Where does the word "position" occur in the material? Copy each line that has it.
** Opening Given entries block **
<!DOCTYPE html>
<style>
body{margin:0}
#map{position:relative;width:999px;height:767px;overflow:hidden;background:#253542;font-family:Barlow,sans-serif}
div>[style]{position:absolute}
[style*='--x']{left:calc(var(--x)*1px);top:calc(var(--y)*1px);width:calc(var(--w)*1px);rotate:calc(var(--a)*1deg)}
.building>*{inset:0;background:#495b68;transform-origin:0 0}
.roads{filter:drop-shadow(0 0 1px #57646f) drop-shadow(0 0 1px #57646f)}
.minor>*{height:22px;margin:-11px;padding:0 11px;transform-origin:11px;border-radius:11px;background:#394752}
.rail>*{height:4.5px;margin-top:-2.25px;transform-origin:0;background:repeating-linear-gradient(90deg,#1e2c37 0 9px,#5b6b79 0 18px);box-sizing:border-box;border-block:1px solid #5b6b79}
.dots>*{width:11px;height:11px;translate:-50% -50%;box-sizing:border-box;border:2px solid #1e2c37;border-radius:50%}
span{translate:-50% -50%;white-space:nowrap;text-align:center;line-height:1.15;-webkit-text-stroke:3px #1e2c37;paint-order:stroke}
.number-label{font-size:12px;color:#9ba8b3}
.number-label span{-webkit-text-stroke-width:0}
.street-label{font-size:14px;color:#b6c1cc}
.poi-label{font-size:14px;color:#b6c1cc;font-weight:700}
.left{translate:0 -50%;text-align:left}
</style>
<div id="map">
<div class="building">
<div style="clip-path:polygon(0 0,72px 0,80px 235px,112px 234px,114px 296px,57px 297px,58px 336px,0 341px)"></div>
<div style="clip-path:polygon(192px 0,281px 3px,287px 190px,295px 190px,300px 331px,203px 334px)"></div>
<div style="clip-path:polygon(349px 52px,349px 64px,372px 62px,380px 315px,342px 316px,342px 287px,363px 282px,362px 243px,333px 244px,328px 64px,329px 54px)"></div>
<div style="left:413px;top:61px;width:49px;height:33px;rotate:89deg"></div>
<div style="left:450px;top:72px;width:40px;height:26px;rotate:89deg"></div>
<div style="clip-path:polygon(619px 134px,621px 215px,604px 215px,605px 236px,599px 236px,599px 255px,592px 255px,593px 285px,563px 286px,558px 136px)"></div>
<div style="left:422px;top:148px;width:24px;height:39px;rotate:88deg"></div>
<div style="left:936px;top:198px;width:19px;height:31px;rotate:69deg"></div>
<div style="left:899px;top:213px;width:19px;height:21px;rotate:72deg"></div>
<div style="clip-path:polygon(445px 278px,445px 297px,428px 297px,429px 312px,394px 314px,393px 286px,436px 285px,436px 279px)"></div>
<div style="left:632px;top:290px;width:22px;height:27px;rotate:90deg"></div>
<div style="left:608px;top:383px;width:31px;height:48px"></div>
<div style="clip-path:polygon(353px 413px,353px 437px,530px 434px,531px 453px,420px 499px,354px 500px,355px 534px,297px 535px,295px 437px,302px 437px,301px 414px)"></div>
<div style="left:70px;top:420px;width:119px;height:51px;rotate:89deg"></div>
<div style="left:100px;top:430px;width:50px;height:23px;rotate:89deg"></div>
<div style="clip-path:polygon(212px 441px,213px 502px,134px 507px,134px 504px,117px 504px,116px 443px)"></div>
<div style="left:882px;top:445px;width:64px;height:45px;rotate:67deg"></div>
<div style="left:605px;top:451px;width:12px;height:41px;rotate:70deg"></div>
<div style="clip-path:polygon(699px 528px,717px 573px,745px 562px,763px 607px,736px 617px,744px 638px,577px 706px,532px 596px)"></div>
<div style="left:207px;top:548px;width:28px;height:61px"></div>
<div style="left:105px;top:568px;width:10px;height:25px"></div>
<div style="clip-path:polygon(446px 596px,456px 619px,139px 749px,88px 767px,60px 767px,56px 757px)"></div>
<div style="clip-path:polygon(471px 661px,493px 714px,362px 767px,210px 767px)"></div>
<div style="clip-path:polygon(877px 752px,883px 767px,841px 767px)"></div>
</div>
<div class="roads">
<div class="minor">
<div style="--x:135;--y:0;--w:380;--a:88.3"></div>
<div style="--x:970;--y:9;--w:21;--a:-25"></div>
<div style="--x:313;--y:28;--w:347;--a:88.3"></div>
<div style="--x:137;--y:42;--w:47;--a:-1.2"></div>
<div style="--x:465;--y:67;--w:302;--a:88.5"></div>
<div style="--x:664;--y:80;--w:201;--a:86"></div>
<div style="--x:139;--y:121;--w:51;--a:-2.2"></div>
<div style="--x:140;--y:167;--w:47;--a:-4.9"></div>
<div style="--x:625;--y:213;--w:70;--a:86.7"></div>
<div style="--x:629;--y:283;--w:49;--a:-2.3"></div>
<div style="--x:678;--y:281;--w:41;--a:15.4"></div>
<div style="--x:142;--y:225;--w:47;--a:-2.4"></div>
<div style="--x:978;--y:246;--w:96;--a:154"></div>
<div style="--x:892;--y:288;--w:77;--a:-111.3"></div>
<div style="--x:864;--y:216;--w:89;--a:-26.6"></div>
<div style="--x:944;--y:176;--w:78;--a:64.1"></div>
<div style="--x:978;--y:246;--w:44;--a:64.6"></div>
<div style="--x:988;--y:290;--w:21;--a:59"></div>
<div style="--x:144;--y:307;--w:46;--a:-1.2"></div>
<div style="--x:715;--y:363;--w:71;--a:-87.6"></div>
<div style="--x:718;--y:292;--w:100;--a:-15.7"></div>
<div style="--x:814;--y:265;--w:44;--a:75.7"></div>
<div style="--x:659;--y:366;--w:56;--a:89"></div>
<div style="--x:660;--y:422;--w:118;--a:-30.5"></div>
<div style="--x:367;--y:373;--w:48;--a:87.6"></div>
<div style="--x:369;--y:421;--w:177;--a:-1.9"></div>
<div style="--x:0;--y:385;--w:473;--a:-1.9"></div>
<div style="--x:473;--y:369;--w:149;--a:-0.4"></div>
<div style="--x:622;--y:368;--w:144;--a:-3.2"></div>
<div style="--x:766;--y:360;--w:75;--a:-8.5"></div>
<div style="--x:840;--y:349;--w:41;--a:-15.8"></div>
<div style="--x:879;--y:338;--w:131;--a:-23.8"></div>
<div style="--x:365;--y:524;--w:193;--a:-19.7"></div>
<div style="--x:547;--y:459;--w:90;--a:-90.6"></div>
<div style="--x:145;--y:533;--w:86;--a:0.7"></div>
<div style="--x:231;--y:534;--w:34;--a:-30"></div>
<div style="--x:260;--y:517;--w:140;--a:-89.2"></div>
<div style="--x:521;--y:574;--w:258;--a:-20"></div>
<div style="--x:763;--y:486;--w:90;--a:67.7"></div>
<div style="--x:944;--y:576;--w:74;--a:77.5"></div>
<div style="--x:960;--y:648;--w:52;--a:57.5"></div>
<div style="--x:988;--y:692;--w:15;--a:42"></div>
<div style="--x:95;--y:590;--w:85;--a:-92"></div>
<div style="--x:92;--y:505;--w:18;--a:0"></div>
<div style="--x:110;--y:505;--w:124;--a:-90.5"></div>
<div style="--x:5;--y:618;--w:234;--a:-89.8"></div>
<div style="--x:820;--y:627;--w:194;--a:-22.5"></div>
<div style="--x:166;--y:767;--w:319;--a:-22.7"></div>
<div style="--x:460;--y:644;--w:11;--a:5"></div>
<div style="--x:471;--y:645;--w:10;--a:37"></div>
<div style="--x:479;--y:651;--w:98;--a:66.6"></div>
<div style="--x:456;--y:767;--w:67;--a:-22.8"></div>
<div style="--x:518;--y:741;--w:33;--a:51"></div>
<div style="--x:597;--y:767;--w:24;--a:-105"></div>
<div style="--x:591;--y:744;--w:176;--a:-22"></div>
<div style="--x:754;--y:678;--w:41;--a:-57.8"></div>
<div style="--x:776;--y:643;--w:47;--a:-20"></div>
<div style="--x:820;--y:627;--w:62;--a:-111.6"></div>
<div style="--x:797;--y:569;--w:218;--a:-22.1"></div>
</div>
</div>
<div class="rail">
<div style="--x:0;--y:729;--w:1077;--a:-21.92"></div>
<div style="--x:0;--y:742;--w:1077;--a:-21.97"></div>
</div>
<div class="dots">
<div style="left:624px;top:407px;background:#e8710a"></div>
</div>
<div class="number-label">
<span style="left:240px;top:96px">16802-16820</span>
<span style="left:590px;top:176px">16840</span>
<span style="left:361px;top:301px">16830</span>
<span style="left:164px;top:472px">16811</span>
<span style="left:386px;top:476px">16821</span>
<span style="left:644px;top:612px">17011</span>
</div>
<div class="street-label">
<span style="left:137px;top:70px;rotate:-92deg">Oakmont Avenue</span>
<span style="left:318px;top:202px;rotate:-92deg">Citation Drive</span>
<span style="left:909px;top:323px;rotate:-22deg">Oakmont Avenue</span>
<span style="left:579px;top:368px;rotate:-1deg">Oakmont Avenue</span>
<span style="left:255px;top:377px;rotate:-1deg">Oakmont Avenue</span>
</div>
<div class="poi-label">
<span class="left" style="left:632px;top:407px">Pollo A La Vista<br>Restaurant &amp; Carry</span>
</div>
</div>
** Closing Given entries block **
Answer to this exercise
#map{position:relative;width:999px;height:767px;overflow:hidden;background:#253542;font-family:Barlow,sans-serif}
div>[style]{position:absolute}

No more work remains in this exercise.